===== Supplied data =====

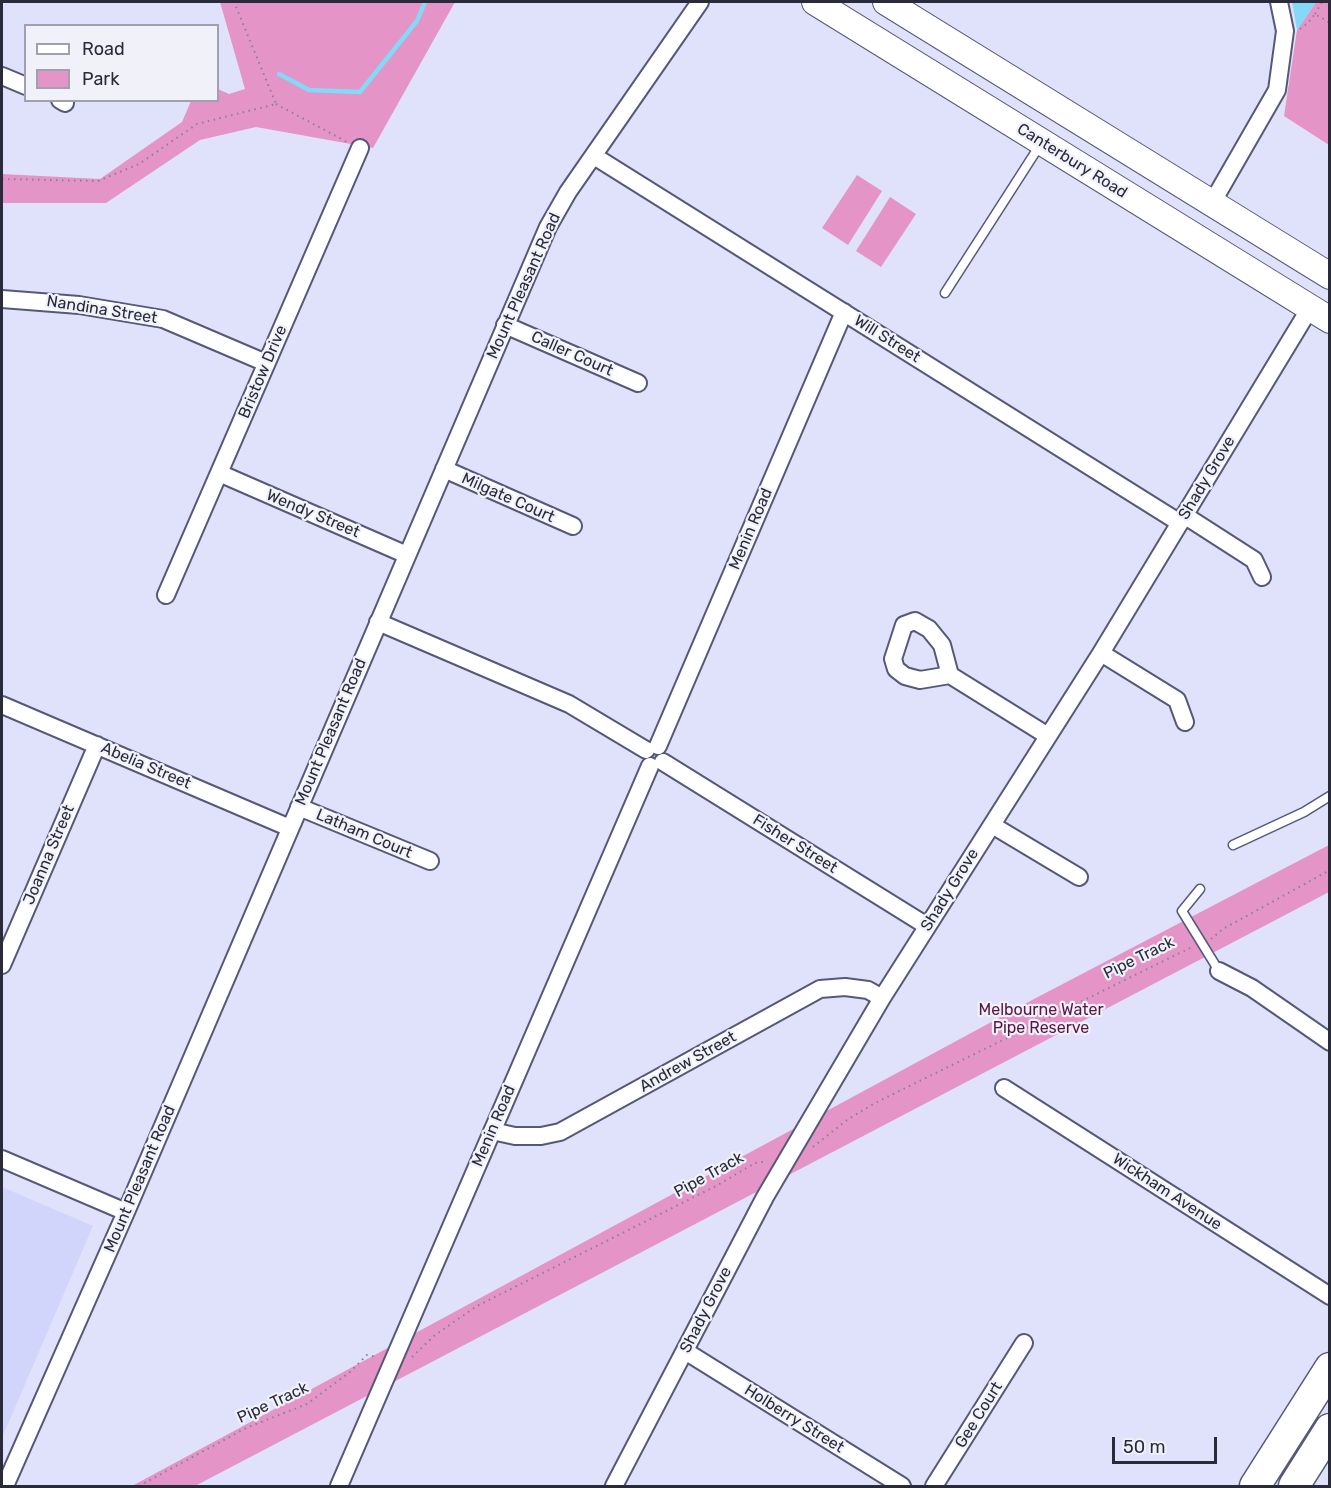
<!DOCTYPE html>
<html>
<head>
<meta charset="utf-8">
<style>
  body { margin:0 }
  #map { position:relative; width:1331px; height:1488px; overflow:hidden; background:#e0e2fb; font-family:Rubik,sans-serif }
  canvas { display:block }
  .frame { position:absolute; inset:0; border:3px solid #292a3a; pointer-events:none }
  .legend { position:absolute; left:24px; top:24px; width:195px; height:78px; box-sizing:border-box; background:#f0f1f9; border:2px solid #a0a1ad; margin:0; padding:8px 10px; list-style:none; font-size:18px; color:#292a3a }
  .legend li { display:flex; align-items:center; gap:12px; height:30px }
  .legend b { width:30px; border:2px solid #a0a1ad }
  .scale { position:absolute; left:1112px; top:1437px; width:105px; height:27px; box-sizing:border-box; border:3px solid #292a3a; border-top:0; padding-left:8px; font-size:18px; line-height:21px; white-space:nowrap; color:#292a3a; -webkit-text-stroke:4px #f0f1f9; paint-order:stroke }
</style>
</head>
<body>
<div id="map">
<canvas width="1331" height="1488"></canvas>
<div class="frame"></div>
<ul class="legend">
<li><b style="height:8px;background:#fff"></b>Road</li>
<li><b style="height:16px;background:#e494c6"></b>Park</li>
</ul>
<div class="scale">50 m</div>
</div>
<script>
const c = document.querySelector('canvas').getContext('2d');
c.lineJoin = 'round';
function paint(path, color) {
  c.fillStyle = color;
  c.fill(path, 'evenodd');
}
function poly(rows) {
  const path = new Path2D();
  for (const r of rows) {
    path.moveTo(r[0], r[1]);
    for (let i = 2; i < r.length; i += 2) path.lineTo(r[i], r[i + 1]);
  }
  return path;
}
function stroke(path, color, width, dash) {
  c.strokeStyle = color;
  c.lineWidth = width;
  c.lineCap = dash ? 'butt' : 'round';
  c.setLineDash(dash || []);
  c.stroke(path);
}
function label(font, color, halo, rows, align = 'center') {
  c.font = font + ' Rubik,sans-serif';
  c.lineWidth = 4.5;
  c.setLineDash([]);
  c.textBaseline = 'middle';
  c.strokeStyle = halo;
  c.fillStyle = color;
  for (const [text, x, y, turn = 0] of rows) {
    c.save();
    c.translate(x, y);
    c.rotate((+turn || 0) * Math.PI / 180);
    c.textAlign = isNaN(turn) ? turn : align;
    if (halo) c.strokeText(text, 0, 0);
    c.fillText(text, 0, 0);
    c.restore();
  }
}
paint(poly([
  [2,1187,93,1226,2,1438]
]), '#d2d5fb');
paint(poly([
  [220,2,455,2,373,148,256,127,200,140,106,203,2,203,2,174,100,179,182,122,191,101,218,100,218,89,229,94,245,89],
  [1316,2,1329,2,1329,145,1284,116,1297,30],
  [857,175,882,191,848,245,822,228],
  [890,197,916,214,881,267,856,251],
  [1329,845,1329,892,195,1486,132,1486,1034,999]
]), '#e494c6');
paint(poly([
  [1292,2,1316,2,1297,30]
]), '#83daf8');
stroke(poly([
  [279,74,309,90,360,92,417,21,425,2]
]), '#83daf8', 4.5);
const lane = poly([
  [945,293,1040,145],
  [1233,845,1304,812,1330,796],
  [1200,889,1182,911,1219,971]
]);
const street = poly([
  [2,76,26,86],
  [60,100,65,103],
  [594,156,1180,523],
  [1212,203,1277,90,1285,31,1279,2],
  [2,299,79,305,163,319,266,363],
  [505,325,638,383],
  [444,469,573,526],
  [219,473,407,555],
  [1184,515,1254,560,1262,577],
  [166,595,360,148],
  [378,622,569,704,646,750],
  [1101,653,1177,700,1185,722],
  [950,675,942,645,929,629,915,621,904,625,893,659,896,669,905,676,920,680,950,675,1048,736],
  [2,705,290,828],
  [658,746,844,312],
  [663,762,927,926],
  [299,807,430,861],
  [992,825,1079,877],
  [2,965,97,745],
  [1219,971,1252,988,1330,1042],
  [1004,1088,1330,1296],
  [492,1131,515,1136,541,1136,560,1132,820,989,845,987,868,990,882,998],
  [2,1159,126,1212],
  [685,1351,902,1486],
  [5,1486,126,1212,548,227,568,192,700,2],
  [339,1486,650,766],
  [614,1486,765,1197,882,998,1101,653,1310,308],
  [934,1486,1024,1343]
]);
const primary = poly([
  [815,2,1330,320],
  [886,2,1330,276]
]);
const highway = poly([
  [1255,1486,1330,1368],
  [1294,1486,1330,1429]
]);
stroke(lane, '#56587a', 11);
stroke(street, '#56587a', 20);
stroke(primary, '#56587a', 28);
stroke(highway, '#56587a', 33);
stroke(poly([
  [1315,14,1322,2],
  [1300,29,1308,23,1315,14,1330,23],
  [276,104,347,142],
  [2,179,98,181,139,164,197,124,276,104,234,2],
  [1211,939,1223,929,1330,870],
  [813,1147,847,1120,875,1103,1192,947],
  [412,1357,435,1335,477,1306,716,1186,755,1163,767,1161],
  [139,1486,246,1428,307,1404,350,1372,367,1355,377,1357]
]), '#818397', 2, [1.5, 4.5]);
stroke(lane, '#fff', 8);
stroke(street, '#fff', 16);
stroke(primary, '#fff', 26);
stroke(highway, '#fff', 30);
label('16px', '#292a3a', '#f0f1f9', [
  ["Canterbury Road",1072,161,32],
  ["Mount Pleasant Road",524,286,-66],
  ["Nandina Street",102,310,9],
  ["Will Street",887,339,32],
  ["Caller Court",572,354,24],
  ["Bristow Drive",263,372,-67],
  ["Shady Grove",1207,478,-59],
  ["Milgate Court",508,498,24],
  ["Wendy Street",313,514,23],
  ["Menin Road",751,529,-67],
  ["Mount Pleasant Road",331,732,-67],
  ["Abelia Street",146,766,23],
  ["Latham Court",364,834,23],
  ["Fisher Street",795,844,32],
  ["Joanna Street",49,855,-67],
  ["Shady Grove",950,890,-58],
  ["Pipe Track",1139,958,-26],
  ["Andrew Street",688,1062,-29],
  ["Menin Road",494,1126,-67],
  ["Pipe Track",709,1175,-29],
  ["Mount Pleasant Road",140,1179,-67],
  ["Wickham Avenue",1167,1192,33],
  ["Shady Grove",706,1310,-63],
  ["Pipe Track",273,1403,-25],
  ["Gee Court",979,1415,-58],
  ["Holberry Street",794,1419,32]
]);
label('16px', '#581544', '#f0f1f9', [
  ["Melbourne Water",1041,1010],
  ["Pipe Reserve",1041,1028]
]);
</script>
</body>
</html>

=====

| Exercise prompt |
Extract each line from the entries above that contains the string "align".

| Result below |
  .legend li { display:flex; align-items:center; gap:12px; height:30px }
function label(font, color, halo, rows, align = 'center') {
    c.textAlign = isNaN(turn) ? turn : align;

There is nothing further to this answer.